You know all about hashtags. They have become second nature to us social media maniacs.
But have you heard the word? Now we have hshtags. All lower case. The first "a" has been omitted. And oh yeah, it's followed by .com.
And what the hell, pray tell, is hashtags.com?
You read it right. It's a social media search engine dedicated to hashtags. Brothers and sisters, can I get a hllelulah? _men. (That would be Amen with no A.)
Ain't no joke.
I like what I see. And understand this, usually I don't.
We're all bombarded with new media, services, apps and dot-something-or-the-other daily. But I get flung an extra heap of digital dung. I suspect it's because I'm so active online with guest blogging and such. So the beta brigade hunts me down and asks me to try, test, evaluate, and review their wares. I tend to play along. But I also tend to get confused fairly fast and tune out thinking... Does the world really need another whizamajig like this? Is it valuable enough to learn how to use?
Now that last question is key. I don't want to learn how to use new stuff any more than I want to get out of bed on the day of my annual prostrate exam. Do you? (You don't have to answer that.)
The beauty of hshtags is there's nothing to learn.
And yes, it would appear this is the rare dinglehopper (name that flick) that will actually fill a void and serve a purpose.
Hshtags is a thing of beauty.
The simplicity of this site is absolutely astounding.

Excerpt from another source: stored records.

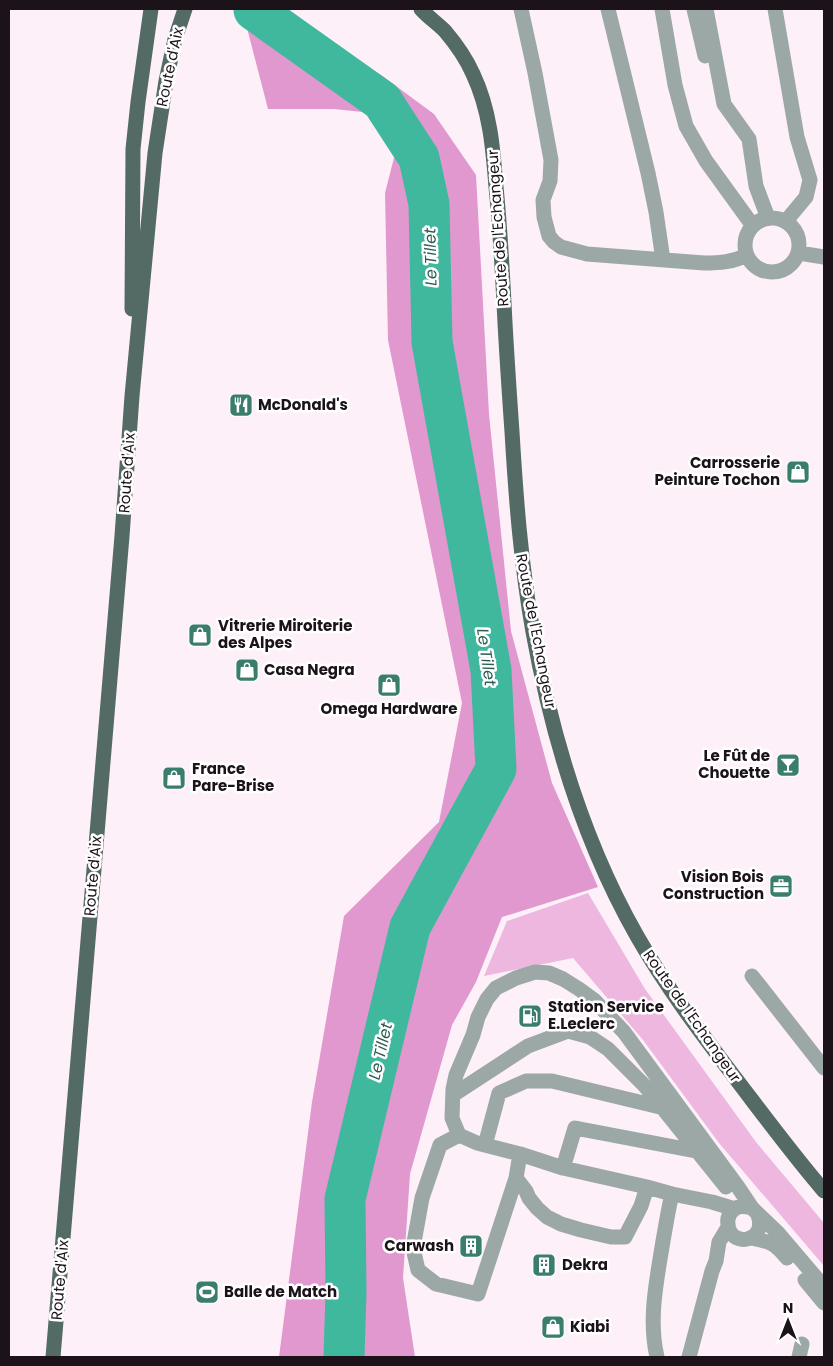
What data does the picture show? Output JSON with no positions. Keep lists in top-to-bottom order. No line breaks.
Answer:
{"streets":{"main road":["Route d'Aix","Route de l'Echangeur"]},"water":["Le Tillet"],"places":{"restaurant":["McDonald's"],"shop":["Carrosserie Peinture Tochon","Vitrerie Miroiterie des Alpes","Casa Negra","Omega Hardware","France Pare-Brise","Kiabi"],"bar":["Le Fût de Chouette"],"office":["Vision Bois Construction"],"fuel station":["Station Service E.Leclerc"],"building":["Carwash","Dekra"],"sports":["Balle de Match"]},"north":"top"}
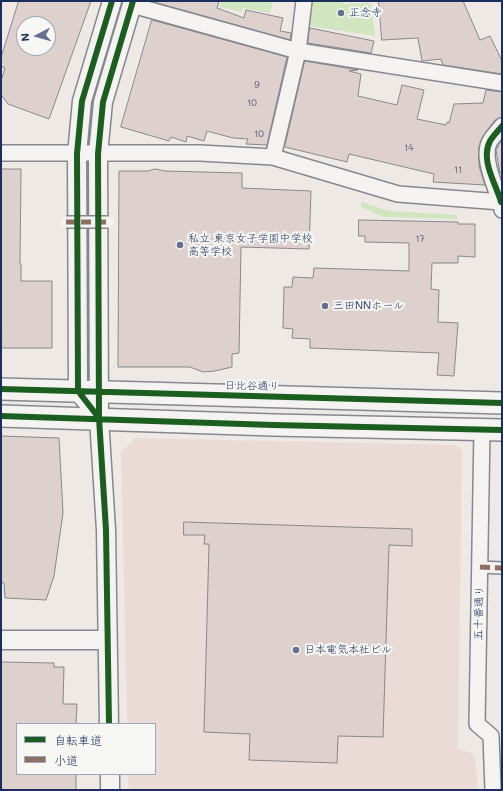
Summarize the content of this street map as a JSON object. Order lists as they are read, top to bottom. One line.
{"streets":{"main road":["日比谷通り"],"street":["五十番通り"]},"places":["正念寺","私立 東京女子学園中学校 高等学校","三田NNホール","日本電気本社ビル"],"house_numbers":["9","10","10","14","11","17"],"legend":["自転車道","小道"],"north":"left"}
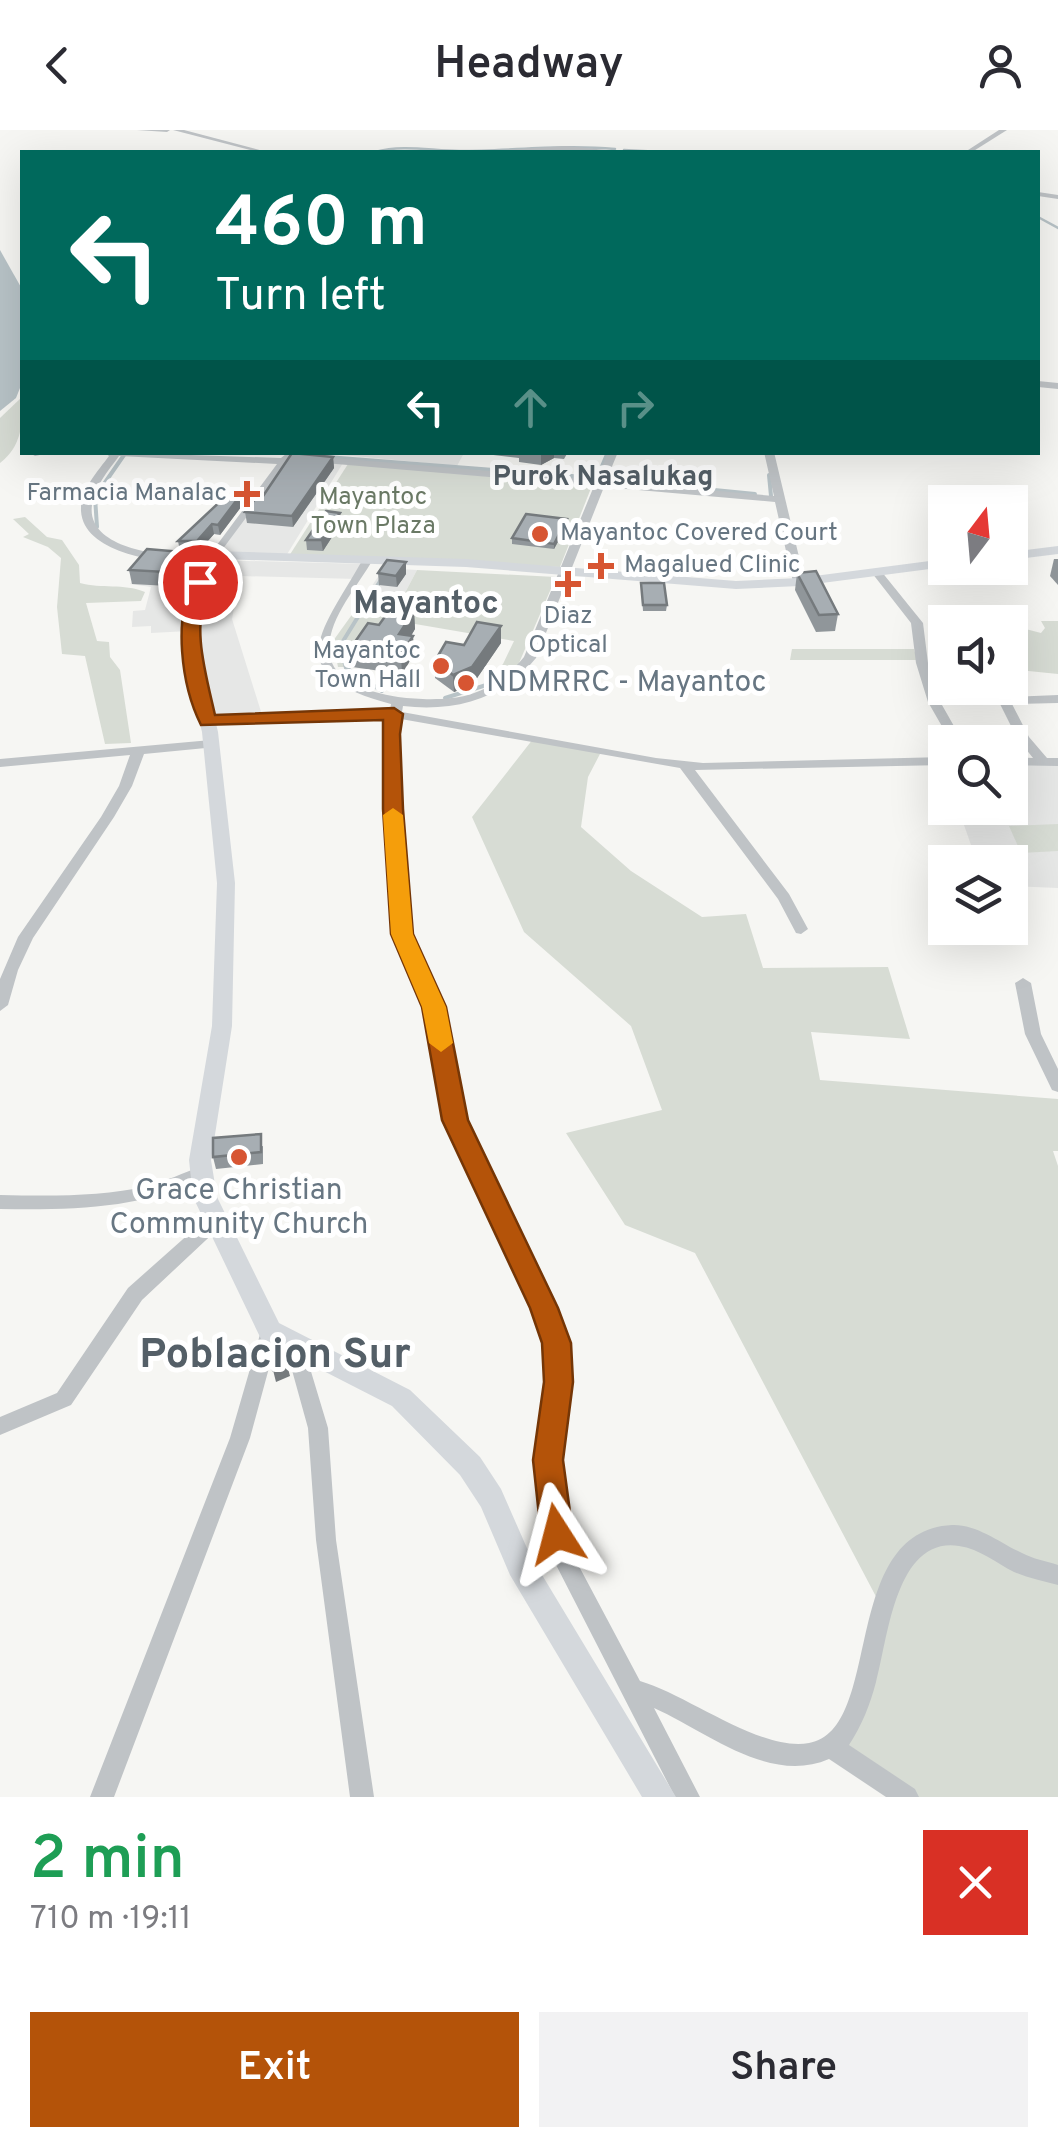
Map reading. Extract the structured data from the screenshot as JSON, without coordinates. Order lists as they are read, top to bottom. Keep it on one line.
{"districts":["Purok Nasalukag","Mayantoc","Poblacion Sur"],"parks":["Mayantoc Town Plaza"],"places":{"health":["Farmacia Manalac","Magalued Clinic","Diaz Optical"],"other":["Mayantoc Covered Court","Mayantoc Town Hall","NDMRRC - Mayantoc","Grace Christian Community Church"]},"north":"top","page":{"header":"Headway","turn":["460 m","Turn left"],"heading":["2 min","710 m · 19:11"],"buttons":["Exit","Share"]}}
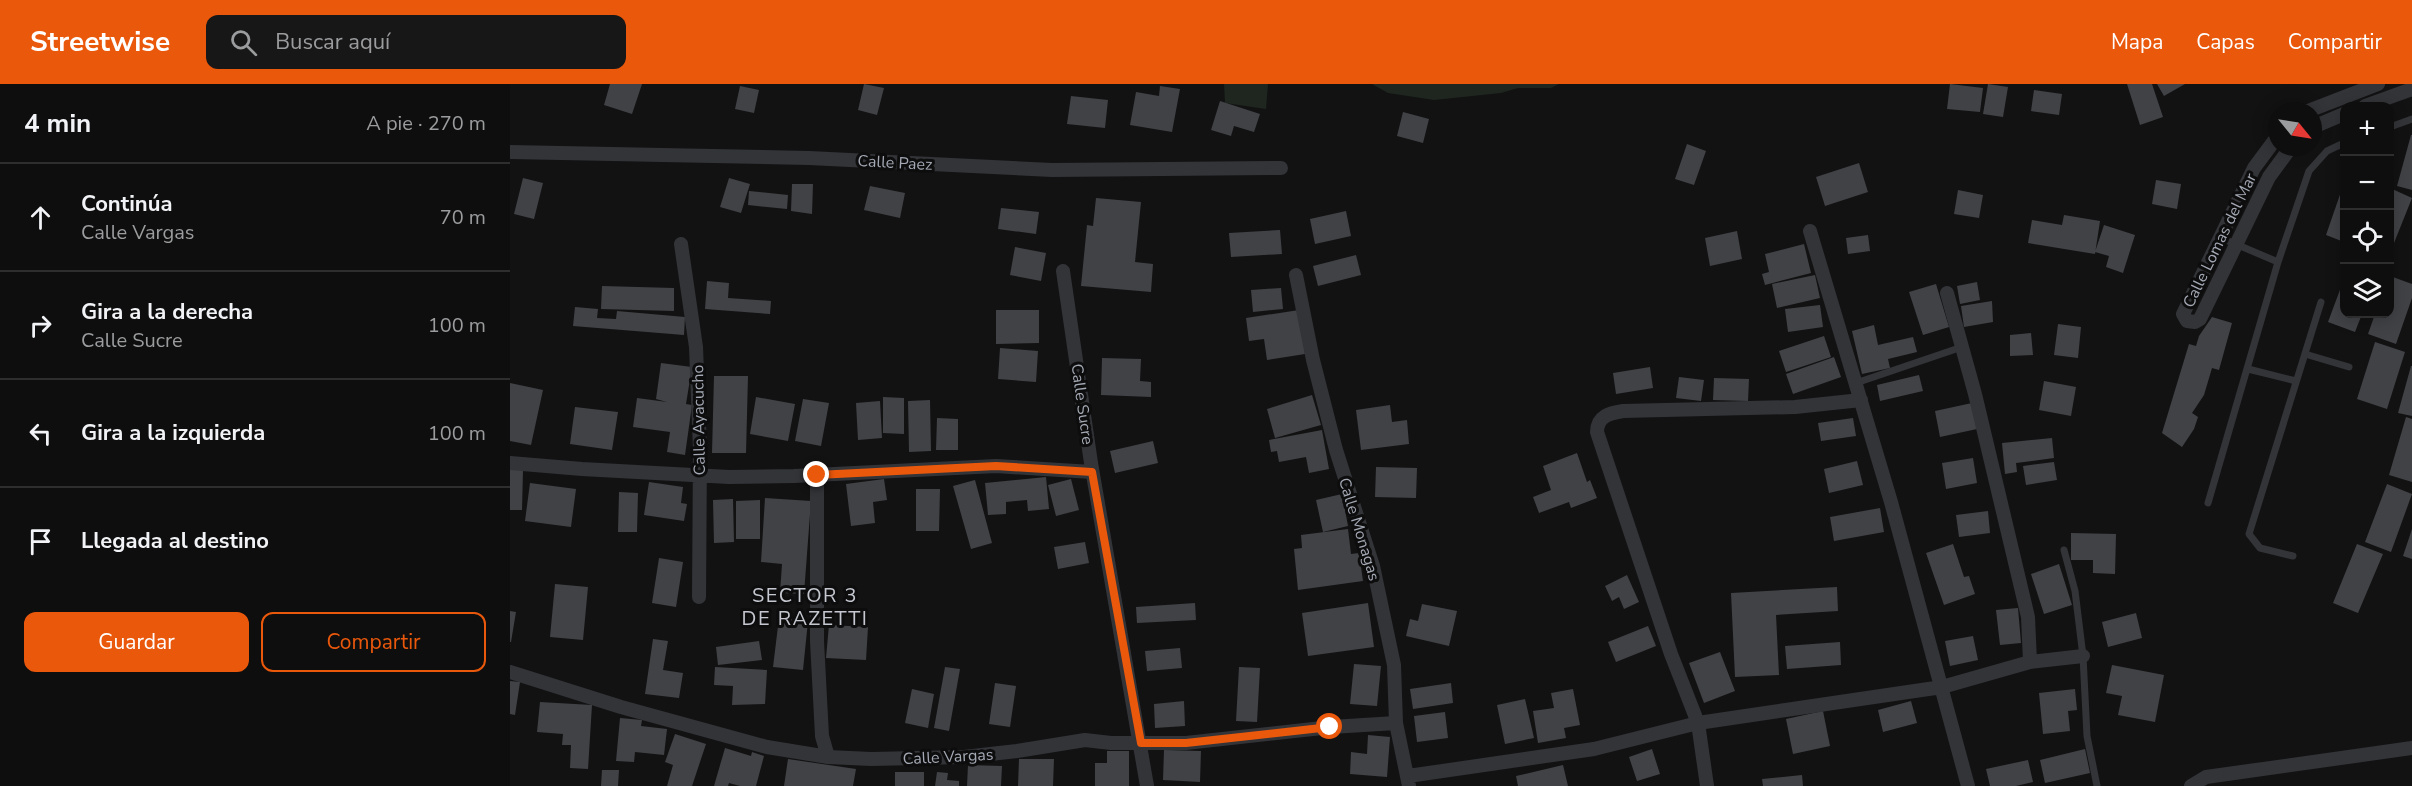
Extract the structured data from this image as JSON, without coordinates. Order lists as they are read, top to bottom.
{
  "streets": {
    "street": [
      "Calle Paez",
      "Calle Lomas del Mar",
      "Calle Sucre",
      "Calle Ayacucho",
      "Calle Monagas",
      "Calle Vargas"
    ]
  },
  "crossings": [
    ["Calle Sucre", "Calle Vargas"],
    ["Calle Monagas", "Calle Vargas"]
  ],
  "districts": ["SECTOR 3 DE RAZETTI"],
  "north": "bottom right",
  "page": {
    "header": "Streetwise",
    "search": "Buscar aquí",
    "nav": ["Mapa", "Capas", "Compartir"],
    "heading": ["4 min", "A pie · 270 m"],
    "map_buttons": ["+", "−"],
    "list": [
      ["Continúa", "Calle Vargas", "70 m"],
      ["Gira a la derecha", "Calle Sucre", "100 m"],
      ["Gira a la izquierda", "100 m"],
      "Llegada al destino"
    ],
    "buttons": ["Guardar", "Compartir"]
  }
}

So much so, it feels like a post-mortem delivery from Steve Jobs. Really. It took longer to catch on to hashtags with an "a" than it will to catch on to hshtags without one.
Check it out. Cool color scheme. Elegant type. Great use of icons. Supreme minimalism. I mean this thing makes an iPod seem fussy.
There's no manual. No forum. No videos to explain a thing. There is an FAQ. It should take you all of one minute to plod through it and you might feel silly afterwards because the answers are awfully obvious. (For example: How do I delete a tag? Click the 'x" symbol.)
The "Google" of social media?
That's what Digital Trends calls it in their story from last week. The story's author, Molly McHugh explains as an old school hashtag user, you had to log in to your sites or service of choice to do that thing you do with that symbol we used to call "numbers sign" and telecom folks call "pound key."
Hshtag.com does away with such shenanigans. It searches your # of choice from Facebook, Twitter, Instagram, Vimeo and Flickr. An odd 5-pack, I think you might agree, but Google+ and some of the usual suspects should be coming soon.
The results of a search look like this.
Nifty, eh? If you speak icon, you can see, you can share the updates you're served and go directly to the link-which is the update if there's no link in it or the piece being shared if there is a link. You can filter the results too: by post type (text, image, video) or by social media platform.
A word from its mastermind.
Kim Goulbourne created Hshtags. For now, she earns her shillings from the Wondersauce agency out of NY as a front-end developer.
She baked the idea in college. "I was interested in the concept of designing something based around social networks and keywords. At first the idea started off as just categorizing posts based on keywords, allowing a user to then select a category and explore posts."
Kim continues, "I revisited the concept months later and Hshtags evolved into a tool for searching through social media using hashtags." After learning how to code like a big leaguer, and help from friends, she built Hshtags.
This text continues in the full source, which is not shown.